[[ Material provided open ]]

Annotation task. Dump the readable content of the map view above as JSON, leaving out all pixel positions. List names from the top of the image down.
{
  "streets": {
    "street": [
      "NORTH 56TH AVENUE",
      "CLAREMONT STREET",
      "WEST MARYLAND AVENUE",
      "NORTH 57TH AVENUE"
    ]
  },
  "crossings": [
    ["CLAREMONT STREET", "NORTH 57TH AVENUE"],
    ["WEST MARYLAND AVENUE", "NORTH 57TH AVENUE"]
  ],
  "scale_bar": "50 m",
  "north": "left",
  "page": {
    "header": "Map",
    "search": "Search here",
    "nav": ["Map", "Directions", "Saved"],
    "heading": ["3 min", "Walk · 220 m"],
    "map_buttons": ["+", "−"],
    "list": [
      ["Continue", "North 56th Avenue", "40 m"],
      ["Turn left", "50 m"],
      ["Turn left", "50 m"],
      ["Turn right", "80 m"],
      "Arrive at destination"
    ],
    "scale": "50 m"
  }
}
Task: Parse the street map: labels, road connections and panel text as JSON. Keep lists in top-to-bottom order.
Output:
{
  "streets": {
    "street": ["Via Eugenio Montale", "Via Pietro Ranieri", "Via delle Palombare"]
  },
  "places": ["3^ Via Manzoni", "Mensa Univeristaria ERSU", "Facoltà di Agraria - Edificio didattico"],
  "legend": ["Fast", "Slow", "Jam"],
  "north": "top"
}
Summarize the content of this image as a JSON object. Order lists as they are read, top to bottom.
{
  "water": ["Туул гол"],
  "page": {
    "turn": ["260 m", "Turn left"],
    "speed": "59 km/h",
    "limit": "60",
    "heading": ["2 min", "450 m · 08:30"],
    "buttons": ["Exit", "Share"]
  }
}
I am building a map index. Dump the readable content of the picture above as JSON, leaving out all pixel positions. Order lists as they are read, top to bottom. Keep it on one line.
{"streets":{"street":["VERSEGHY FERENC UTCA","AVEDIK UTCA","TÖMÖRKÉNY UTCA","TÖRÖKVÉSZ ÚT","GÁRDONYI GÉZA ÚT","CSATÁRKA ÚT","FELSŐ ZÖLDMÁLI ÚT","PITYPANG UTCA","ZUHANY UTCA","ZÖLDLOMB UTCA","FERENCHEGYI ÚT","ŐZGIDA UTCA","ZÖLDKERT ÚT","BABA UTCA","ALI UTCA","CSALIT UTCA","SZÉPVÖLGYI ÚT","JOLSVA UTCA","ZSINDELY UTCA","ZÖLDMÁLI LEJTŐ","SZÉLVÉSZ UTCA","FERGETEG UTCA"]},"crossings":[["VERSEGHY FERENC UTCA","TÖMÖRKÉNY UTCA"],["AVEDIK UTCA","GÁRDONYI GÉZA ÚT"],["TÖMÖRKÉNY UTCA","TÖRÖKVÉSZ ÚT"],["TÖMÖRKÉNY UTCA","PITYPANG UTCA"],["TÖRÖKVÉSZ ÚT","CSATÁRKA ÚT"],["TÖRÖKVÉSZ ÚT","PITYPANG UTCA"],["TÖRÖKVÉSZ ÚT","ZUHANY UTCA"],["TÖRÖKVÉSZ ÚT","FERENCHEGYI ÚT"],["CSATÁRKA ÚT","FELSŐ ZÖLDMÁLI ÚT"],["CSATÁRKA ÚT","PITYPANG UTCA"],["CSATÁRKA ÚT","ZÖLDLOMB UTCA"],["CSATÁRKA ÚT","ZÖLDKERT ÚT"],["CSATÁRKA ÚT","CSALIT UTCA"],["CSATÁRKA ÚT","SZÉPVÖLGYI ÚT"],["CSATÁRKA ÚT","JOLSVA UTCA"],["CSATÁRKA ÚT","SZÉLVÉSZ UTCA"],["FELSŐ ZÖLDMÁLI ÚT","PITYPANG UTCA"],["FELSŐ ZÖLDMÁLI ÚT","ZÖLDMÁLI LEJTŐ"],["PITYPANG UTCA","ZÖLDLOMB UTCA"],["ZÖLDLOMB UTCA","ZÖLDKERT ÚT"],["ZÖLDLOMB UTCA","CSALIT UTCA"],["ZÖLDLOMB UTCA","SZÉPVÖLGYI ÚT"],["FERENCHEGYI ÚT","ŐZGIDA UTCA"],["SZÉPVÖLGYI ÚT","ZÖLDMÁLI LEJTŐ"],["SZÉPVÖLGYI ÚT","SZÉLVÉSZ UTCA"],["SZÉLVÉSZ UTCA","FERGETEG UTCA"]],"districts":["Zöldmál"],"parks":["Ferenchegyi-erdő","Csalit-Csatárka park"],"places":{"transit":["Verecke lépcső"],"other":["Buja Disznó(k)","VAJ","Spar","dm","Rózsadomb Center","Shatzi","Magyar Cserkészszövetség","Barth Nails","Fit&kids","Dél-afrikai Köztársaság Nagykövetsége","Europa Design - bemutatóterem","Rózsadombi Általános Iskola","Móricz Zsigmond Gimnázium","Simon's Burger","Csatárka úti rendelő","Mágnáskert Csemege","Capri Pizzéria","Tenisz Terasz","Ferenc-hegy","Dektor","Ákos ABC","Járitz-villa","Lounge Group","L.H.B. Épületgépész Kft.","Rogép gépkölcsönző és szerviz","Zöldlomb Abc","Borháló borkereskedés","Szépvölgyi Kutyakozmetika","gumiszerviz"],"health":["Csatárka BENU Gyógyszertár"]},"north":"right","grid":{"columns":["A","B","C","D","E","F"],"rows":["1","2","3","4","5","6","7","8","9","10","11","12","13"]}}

[[ Material provided closed ]]

__Problem statement__.
With the records above in view, retype each one exactly.

__Task result__.
Annotation task. Dump the readable content of the map view above as JSON, leaving out all pixel positions. List names from the top of the image down.
{
  "streets": {
    "street": [
      "NORTH 56TH AVENUE",
      "CLAREMONT STREET",
      "WEST MARYLAND AVENUE",
      "NORTH 57TH AVENUE"
    ]
  },
  "crossings": [
    ["CLAREMONT STREET", "NORTH 57TH AVENUE"],
    ["WEST MARYLAND AVENUE", "NORTH 57TH AVENUE"]
  ],
  "scale_bar": "50 m",
  "north": "left",
  "page": {
    "header": "Map",
    "search": "Search here",
    "nav": ["Map", "Directions", "Saved"],
    "heading": ["3 min", "Walk · 220 m"],
    "map_buttons": ["+", "−"],
    "list": [
      ["Continue", "North 56th Avenue", "40 m"],
      ["Turn left", "50 m"],
      ["Turn left", "50 m"],
      ["Turn right", "80 m"],
      "Arrive at destination"
    ],
    "scale": "50 m"
  }
}
Task: Parse the street map: labels, road connections and panel text as JSON. Keep lists in top-to-bottom order.
Output:
{
  "streets": {
    "street": ["Via Eugenio Montale", "Via Pietro Ranieri", "Via delle Palombare"]
  },
  "places": ["3^ Via Manzoni", "Mensa Univeristaria ERSU", "Facoltà di Agraria - Edificio didattico"],
  "legend": ["Fast", "Slow", "Jam"],
  "north": "top"
}
Summarize the content of this image as a JSON object. Order lists as they are read, top to bottom.
{
  "water": ["Туул гол"],
  "page": {
    "turn": ["260 m", "Turn left"],
    "speed": "59 km/h",
    "limit": "60",
    "heading": ["2 min", "450 m · 08:30"],
    "buttons": ["Exit", "Share"]
  }
}
I am building a map index. Dump the readable content of the picture above as JSON, leaving out all pixel positions. Order lists as they are read, top to bottom. Keep it on one line.
{"streets":{"street":["VERSEGHY FERENC UTCA","AVEDIK UTCA","TÖMÖRKÉNY UTCA","TÖRÖKVÉSZ ÚT","GÁRDONYI GÉZA ÚT","CSATÁRKA ÚT","FELSŐ ZÖLDMÁLI ÚT","PITYPANG UTCA","ZUHANY UTCA","ZÖLDLOMB UTCA","FERENCHEGYI ÚT","ŐZGIDA UTCA","ZÖLDKERT ÚT","BABA UTCA","ALI UTCA","CSALIT UTCA","SZÉPVÖLGYI ÚT","JOLSVA UTCA","ZSINDELY UTCA","ZÖLDMÁLI LEJTŐ","SZÉLVÉSZ UTCA","FERGETEG UTCA"]},"crossings":[["VERSEGHY FERENC UTCA","TÖMÖRKÉNY UTCA"],["AVEDIK UTCA","GÁRDONYI GÉZA ÚT"],["TÖMÖRKÉNY UTCA","TÖRÖKVÉSZ ÚT"],["TÖMÖRKÉNY UTCA","PITYPANG UTCA"],["TÖRÖKVÉSZ ÚT","CSATÁRKA ÚT"],["TÖRÖKVÉSZ ÚT","PITYPANG UTCA"],["TÖRÖKVÉSZ ÚT","ZUHANY UTCA"],["TÖRÖKVÉSZ ÚT","FERENCHEGYI ÚT"],["CSATÁRKA ÚT","FELSŐ ZÖLDMÁLI ÚT"],["CSATÁRKA ÚT","PITYPANG UTCA"],["CSATÁRKA ÚT","ZÖLDLOMB UTCA"],["CSATÁRKA ÚT","ZÖLDKERT ÚT"],["CSATÁRKA ÚT","CSALIT UTCA"],["CSATÁRKA ÚT","SZÉPVÖLGYI ÚT"],["CSATÁRKA ÚT","JOLSVA UTCA"],["CSATÁRKA ÚT","SZÉLVÉSZ UTCA"],["FELSŐ ZÖLDMÁLI ÚT","PITYPANG UTCA"],["FELSŐ ZÖLDMÁLI ÚT","ZÖLDMÁLI LEJTŐ"],["PITYPANG UTCA","ZÖLDLOMB UTCA"],["ZÖLDLOMB UTCA","ZÖLDKERT ÚT"],["ZÖLDLOMB UTCA","CSALIT UTCA"],["ZÖLDLOMB UTCA","SZÉPVÖLGYI ÚT"],["FERENCHEGYI ÚT","ŐZGIDA UTCA"],["SZÉPVÖLGYI ÚT","ZÖLDMÁLI LEJTŐ"],["SZÉPVÖLGYI ÚT","SZÉLVÉSZ UTCA"],["SZÉLVÉSZ UTCA","FERGETEG UTCA"]],"districts":["Zöldmál"],"parks":["Ferenchegyi-erdő","Csalit-Csatárka park"],"places":{"transit":["Verecke lépcső"],"other":["Buja Disznó(k)","VAJ","Spar","dm","Rózsadomb Center","Shatzi","Magyar Cserkészszövetség","Barth Nails","Fit&kids","Dél-afrikai Köztársaság Nagykövetsége","Europa Design - bemutatóterem","Rózsadombi Általános Iskola","Móricz Zsigmond Gimnázium","Simon's Burger","Csatárka úti rendelő","Mágnáskert Csemege","Capri Pizzéria","Tenisz Terasz","Ferenc-hegy","Dektor","Ákos ABC","Járitz-villa","Lounge Group","L.H.B. Épületgépész Kft.","Rogép gépkölcsönző és szerviz","Zöldlomb Abc","Borháló borkereskedés","Szépvölgyi Kutyakozmetika","gumiszerviz"],"health":["Csatárka BENU Gyógyszertár"]},"north":"right","grid":{"columns":["A","B","C","D","E","F"],"rows":["1","2","3","4","5","6","7","8","9","10","11","12","13"]}}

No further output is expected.